WHAT IS NEEDED:
Return the data that follows exactly as it appears. Pictures do not belong in the copy.
BEGIN SOURCE MATERIAL
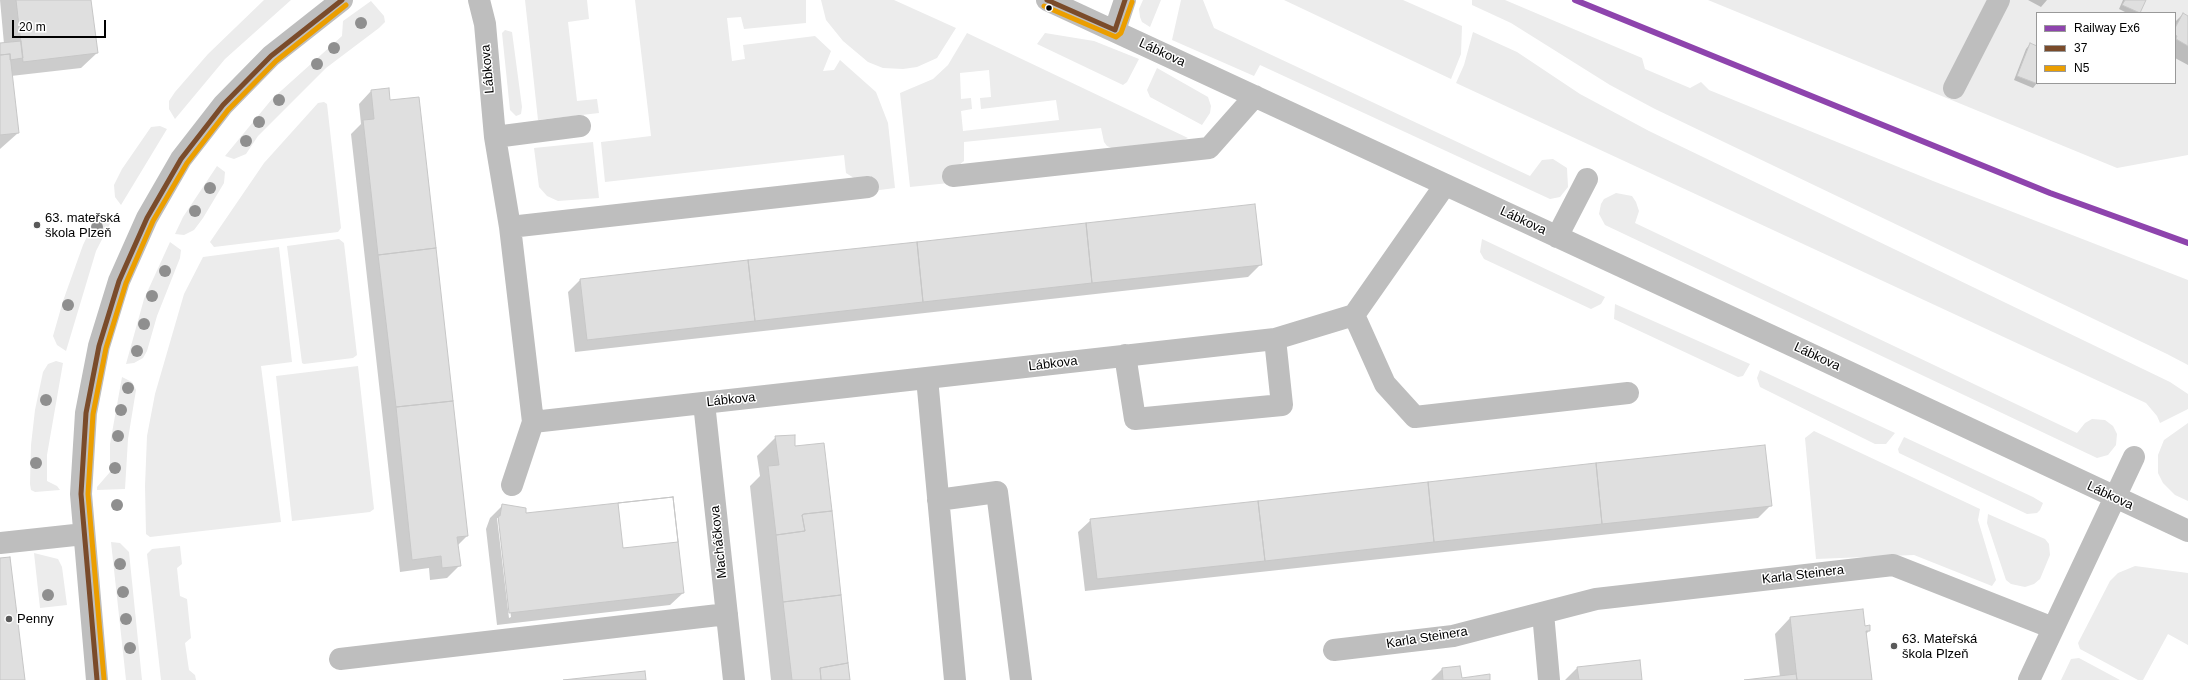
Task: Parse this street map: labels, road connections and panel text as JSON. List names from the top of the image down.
{
  "streets": {
    "street": ["Lábkova", "Macháčkova", "Karla Steinera"]
  },
  "crossings": [
    ["Lábkova", "Macháčkova"]
  ],
  "places": ["63. mateřská škola Plzeň", "Penny", "63. Mateřská škola Plzeň"],
  "lines": ["rail line Ex6", "transit line 37", "transit line N5"],
  "legend": ["Railway Ex6", "37", "N5"],
  "scale_bar": "20 m"
}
END SOURCE MATERIAL
OUTPUT:
Task: Parse this street map: labels, road connections and panel text as JSON. List names from the top of the image down.
{
  "streets": {
    "street": ["Lábkova", "Macháčkova", "Karla Steinera"]
  },
  "crossings": [
    ["Lábkova", "Macháčkova"]
  ],
  "places": ["63. mateřská škola Plzeň", "Penny", "63. Mateřská škola Plzeň"],
  "lines": ["rail line Ex6", "transit line 37", "transit line N5"],
  "legend": ["Railway Ex6", "37", "N5"],
  "scale_bar": "20 m"
}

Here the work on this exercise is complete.